Find the word "aside" in the listing below. Copy every line that has it.

### Entries supplied
┄┄┄┄┄┄┄┄┄┄

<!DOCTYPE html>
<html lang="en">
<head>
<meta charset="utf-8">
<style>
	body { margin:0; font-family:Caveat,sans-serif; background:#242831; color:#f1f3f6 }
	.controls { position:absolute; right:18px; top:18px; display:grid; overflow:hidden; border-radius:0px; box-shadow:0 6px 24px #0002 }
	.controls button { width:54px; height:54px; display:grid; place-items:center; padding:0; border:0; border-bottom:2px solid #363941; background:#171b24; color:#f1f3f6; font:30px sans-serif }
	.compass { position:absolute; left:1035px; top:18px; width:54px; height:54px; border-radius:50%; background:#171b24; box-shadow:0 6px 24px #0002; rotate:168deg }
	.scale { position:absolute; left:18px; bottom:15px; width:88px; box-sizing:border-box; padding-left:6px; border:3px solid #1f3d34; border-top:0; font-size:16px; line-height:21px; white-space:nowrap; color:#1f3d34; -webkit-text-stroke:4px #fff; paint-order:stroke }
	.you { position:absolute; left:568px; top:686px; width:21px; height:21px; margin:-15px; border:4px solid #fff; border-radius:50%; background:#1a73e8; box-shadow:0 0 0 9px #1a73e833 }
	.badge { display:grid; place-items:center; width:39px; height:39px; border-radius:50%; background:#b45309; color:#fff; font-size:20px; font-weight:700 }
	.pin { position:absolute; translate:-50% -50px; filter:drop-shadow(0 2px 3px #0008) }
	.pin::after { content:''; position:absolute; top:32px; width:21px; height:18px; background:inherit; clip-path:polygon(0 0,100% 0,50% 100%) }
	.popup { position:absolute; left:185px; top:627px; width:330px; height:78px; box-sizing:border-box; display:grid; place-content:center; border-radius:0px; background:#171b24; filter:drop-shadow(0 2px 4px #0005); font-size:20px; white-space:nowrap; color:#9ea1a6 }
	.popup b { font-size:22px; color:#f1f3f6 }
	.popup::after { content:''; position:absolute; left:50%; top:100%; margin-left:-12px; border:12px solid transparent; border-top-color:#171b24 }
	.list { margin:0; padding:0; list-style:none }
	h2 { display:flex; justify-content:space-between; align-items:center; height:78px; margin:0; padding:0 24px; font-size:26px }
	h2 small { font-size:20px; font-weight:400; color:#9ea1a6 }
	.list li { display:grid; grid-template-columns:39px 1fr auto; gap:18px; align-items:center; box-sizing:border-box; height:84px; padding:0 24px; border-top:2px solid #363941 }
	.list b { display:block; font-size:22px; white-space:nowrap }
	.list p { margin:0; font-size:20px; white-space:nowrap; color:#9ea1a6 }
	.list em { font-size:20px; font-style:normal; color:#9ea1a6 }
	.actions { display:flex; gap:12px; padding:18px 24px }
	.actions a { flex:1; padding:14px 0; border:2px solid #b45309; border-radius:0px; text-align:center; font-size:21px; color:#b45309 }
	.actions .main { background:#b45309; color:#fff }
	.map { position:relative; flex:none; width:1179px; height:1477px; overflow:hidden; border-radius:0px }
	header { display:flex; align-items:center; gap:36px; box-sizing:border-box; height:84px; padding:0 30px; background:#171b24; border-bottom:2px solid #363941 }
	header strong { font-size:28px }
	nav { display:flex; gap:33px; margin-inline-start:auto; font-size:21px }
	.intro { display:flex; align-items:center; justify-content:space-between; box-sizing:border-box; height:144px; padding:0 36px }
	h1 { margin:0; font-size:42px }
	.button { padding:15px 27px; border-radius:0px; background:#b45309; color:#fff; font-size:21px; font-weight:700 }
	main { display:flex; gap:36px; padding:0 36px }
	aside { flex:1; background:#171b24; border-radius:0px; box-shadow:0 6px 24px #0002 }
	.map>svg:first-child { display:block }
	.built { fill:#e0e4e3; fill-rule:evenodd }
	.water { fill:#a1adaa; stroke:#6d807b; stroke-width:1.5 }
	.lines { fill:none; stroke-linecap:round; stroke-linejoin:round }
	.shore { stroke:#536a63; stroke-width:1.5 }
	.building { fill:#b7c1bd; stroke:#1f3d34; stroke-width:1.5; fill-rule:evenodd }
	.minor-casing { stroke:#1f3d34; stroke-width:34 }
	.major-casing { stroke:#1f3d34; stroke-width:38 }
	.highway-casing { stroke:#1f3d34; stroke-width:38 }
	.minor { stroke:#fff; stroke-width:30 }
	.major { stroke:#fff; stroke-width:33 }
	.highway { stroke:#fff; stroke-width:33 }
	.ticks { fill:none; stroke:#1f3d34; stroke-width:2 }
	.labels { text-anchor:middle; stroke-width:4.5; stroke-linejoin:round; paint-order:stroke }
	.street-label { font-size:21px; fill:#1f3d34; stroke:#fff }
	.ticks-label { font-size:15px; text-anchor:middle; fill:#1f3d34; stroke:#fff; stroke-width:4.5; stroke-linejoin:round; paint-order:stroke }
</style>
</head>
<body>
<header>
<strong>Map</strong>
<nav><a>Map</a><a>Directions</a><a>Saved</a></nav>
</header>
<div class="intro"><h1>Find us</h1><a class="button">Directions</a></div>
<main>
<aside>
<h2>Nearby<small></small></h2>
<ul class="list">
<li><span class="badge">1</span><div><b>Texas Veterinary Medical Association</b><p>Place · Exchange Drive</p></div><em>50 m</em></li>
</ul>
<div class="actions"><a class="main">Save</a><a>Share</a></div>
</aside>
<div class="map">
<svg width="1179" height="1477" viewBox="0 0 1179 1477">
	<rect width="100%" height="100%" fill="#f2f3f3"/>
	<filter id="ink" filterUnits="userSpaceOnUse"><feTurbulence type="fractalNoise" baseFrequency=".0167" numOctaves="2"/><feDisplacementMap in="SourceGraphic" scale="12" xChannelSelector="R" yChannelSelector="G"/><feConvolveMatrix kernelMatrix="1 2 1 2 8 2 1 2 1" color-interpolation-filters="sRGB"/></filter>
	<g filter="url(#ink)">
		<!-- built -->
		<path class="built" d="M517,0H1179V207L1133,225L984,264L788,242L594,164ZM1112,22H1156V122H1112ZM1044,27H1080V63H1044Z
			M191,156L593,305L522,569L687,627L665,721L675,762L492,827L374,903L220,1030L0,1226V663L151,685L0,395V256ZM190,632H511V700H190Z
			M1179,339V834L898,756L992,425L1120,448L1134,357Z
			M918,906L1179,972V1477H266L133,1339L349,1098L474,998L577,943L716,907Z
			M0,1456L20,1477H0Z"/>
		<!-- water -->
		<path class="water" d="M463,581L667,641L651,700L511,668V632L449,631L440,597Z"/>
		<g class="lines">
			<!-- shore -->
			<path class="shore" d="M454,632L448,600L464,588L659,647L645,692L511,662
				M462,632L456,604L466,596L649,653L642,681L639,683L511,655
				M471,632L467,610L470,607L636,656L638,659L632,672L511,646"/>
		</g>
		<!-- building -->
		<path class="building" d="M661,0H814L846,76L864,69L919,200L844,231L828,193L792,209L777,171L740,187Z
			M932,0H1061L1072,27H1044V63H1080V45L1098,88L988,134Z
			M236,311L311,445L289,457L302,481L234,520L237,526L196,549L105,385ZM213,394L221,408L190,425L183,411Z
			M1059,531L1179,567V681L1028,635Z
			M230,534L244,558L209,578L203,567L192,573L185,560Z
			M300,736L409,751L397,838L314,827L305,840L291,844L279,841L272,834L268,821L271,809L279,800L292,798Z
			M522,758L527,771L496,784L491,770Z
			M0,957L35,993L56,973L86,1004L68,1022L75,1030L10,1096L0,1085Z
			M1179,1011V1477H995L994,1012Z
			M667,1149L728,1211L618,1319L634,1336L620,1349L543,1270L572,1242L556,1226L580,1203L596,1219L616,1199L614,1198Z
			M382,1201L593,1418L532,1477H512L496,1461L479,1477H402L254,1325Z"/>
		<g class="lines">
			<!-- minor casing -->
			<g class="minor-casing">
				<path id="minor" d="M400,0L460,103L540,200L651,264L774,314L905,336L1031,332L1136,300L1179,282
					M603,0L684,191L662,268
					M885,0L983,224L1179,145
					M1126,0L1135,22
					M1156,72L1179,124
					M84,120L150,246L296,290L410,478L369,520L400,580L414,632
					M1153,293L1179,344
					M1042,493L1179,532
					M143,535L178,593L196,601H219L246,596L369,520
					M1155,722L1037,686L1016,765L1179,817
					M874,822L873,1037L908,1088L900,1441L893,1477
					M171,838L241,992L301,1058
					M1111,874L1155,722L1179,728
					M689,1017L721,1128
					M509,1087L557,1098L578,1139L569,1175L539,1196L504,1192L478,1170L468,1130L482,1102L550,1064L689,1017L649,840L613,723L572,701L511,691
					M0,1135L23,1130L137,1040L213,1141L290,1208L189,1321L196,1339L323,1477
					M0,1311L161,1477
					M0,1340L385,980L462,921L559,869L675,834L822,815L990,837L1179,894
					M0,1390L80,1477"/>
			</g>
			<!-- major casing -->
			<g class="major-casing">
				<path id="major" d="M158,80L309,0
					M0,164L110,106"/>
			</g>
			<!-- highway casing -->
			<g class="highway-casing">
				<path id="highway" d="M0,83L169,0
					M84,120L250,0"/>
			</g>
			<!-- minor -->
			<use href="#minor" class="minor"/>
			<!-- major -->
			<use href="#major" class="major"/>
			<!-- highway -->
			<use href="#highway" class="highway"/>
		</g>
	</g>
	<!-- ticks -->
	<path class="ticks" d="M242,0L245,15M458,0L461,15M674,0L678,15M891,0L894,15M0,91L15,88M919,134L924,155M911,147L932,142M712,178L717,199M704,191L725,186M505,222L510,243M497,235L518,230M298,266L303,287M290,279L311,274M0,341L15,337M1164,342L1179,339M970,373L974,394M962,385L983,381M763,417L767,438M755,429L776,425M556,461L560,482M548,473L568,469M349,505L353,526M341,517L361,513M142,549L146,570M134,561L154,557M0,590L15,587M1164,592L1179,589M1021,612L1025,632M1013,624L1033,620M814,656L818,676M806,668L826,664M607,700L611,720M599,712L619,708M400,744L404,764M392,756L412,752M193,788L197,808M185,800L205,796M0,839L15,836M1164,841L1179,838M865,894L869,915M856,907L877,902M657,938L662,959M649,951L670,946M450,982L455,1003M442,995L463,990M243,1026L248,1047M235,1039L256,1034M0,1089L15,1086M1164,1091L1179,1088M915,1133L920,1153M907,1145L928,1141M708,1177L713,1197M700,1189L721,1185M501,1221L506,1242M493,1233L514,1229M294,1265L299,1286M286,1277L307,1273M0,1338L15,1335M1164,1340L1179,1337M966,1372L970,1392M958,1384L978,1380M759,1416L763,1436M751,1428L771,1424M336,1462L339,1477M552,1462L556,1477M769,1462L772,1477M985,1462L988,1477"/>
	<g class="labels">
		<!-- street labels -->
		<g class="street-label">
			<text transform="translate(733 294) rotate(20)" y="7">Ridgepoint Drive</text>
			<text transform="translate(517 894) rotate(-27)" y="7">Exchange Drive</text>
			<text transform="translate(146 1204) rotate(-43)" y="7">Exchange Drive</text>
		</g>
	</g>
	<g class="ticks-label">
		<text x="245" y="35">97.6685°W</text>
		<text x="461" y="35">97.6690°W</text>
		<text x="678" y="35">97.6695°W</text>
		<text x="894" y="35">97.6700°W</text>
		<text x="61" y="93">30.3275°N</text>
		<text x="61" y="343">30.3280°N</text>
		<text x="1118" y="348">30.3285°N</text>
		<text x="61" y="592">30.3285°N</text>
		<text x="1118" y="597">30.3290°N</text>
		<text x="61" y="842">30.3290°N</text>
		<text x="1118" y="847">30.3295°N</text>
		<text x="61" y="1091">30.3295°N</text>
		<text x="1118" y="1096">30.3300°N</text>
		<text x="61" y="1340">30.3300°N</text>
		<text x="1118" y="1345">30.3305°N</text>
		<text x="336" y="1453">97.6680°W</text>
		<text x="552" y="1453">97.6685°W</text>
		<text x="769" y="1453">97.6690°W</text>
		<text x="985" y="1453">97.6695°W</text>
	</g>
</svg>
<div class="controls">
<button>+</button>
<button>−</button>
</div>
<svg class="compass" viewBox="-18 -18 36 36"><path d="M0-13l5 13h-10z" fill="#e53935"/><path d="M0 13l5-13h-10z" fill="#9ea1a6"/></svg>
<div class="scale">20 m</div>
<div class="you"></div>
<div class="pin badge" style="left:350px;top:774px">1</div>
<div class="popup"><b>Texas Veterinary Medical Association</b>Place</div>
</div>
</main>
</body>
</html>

┄┄┄┄┄┄┄┄┄┄

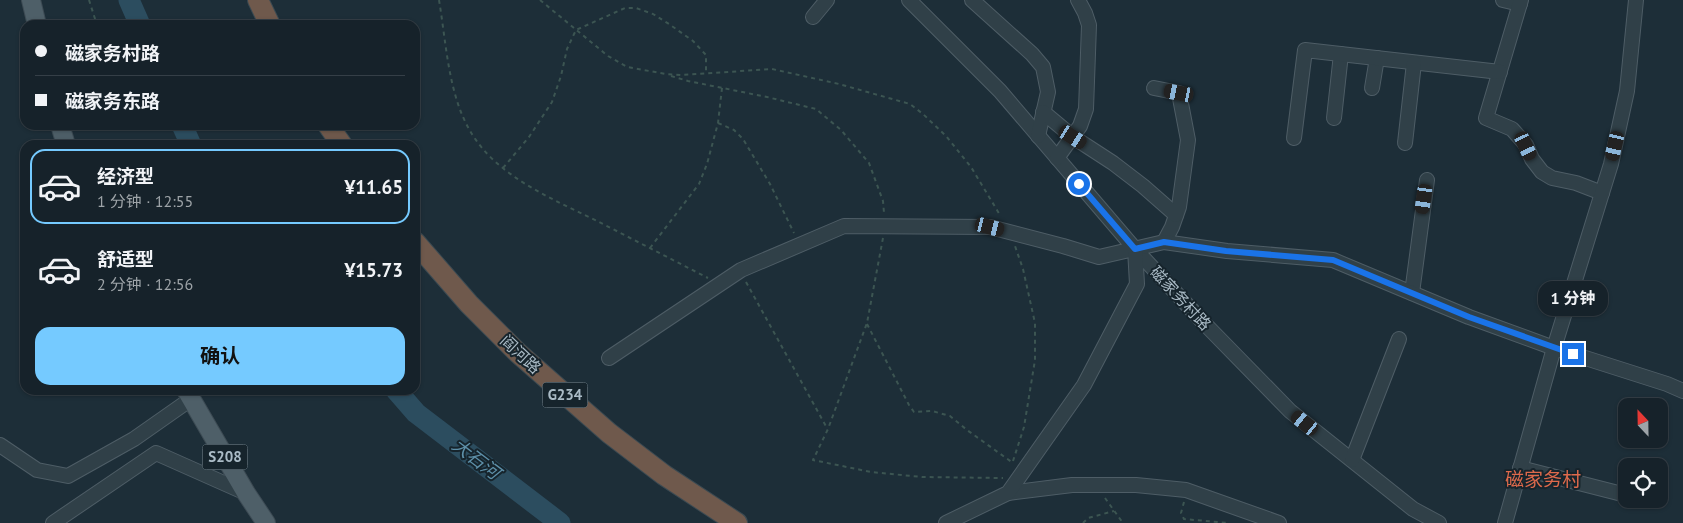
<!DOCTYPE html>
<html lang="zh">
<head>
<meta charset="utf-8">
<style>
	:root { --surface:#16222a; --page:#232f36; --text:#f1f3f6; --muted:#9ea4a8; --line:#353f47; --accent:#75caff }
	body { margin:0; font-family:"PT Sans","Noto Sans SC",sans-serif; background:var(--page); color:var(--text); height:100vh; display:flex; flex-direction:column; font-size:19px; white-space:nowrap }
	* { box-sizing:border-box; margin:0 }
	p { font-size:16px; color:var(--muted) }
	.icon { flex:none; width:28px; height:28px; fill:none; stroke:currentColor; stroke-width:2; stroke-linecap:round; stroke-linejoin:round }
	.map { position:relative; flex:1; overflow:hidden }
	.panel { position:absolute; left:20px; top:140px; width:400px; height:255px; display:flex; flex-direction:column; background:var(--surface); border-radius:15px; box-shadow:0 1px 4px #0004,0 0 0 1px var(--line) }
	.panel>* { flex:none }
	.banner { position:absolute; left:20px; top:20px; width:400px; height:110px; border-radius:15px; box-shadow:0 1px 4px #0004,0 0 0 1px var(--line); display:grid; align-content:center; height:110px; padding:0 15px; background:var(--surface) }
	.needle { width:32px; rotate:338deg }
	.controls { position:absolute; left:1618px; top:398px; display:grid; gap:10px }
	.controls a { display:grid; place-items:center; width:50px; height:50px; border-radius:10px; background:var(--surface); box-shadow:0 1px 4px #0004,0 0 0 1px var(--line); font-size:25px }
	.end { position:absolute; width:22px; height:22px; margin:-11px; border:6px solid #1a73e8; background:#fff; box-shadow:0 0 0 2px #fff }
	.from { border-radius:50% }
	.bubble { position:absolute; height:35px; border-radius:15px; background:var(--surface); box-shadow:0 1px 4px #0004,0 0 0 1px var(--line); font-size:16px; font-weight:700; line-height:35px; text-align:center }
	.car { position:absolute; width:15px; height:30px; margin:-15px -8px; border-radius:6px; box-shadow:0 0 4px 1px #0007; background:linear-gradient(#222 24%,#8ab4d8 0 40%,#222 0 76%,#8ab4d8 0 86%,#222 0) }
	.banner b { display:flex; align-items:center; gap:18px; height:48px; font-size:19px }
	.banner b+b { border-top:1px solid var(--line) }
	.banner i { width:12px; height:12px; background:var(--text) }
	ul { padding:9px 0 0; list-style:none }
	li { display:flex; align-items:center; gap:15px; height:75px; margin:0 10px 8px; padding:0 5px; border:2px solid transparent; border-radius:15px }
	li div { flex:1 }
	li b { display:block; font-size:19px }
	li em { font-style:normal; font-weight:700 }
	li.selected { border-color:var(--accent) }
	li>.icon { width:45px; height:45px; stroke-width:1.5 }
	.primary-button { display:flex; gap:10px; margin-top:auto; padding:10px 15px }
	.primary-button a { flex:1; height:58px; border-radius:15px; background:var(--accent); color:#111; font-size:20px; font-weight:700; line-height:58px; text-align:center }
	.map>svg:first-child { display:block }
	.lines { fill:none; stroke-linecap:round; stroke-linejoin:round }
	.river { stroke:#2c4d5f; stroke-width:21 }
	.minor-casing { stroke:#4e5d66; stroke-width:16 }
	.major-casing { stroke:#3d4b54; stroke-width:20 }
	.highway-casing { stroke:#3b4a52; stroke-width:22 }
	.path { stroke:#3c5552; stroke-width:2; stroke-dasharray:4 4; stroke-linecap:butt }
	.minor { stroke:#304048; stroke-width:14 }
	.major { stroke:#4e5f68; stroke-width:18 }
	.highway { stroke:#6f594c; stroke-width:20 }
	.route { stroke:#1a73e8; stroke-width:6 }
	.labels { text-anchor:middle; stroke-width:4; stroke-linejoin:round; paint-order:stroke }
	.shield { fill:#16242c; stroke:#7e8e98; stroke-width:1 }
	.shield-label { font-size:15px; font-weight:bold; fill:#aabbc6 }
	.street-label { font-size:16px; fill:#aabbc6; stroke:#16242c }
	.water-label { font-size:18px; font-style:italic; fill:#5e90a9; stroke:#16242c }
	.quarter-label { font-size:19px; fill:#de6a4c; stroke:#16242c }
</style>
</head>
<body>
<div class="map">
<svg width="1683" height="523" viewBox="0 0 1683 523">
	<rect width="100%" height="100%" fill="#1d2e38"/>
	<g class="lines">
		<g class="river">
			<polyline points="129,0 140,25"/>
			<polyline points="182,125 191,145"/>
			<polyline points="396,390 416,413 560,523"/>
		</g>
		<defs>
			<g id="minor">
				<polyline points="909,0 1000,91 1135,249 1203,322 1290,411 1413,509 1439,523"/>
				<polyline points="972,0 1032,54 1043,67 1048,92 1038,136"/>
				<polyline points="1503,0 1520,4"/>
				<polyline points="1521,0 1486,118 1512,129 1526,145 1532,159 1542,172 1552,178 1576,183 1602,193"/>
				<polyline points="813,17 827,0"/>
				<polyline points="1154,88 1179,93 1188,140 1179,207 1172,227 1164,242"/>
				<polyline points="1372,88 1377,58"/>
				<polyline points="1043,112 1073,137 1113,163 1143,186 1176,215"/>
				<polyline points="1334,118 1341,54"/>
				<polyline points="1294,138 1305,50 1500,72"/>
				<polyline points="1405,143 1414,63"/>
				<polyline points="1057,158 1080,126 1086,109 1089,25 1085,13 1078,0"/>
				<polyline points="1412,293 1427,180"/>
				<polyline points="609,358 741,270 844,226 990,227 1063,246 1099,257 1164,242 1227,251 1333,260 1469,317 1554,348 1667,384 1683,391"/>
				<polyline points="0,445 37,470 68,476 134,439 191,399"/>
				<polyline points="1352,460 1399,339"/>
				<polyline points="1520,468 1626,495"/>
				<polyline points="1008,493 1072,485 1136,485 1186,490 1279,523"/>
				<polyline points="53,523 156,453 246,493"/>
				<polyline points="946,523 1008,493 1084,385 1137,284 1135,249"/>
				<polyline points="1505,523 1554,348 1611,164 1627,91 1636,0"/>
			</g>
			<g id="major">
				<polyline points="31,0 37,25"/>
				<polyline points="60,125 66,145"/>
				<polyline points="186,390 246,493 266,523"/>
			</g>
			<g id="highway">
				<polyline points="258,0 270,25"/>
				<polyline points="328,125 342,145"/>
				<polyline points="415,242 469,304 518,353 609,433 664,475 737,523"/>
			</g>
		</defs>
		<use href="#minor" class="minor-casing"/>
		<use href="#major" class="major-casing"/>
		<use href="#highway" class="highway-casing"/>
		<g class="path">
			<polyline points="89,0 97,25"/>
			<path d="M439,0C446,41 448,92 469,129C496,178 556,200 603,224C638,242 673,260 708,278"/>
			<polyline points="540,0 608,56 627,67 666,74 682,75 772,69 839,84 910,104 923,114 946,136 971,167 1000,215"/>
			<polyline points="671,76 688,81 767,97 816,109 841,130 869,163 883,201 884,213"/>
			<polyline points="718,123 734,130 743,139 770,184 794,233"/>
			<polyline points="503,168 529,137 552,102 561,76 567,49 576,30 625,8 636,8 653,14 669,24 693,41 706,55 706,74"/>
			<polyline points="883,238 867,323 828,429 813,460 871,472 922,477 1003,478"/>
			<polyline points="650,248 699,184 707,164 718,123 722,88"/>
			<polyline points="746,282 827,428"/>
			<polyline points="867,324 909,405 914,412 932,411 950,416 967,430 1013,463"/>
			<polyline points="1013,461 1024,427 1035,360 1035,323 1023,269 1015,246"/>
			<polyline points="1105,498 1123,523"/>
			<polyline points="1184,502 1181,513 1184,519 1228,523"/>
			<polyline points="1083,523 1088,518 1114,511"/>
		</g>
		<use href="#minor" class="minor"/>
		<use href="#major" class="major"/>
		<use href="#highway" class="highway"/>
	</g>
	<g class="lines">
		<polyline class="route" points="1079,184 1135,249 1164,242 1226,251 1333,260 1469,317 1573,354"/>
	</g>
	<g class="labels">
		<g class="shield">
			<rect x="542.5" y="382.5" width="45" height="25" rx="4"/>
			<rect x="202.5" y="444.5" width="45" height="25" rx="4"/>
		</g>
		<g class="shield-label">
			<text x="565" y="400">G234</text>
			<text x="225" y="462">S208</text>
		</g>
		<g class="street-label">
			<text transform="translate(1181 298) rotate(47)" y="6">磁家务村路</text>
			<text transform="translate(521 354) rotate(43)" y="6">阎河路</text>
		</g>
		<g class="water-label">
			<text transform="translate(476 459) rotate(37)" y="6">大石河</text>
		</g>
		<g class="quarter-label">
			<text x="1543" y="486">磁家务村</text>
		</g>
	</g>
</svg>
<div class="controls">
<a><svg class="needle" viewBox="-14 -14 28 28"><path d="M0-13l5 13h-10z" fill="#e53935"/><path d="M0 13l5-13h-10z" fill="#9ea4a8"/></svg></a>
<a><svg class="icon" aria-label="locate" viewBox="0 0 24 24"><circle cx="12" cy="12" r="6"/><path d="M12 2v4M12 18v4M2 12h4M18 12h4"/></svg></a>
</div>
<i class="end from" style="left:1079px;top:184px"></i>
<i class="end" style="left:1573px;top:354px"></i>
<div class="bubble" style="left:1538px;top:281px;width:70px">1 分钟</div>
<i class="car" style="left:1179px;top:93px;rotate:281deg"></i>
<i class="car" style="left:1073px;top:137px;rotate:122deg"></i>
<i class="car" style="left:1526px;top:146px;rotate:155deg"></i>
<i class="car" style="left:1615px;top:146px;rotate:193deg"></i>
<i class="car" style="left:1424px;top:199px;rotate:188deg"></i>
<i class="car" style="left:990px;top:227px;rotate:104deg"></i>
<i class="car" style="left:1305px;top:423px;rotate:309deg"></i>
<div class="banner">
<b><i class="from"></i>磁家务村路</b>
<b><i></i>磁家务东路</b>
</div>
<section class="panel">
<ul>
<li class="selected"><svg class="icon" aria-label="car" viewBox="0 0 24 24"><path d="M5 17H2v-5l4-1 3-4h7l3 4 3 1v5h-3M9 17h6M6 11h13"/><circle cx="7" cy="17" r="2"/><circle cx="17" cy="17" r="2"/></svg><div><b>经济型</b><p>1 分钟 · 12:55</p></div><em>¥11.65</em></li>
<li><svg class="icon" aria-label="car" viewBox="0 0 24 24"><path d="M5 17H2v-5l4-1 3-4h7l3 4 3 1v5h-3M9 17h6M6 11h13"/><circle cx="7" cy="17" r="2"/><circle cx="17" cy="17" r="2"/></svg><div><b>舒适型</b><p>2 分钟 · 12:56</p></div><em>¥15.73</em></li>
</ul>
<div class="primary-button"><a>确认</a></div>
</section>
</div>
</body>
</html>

┄┄┄┄┄┄┄┄┄┄

### Expected answer
	aside { flex:1; background:#171b24; border-radius:0px; box-shadow:0 6px 24px #0002 }
<aside>
</aside>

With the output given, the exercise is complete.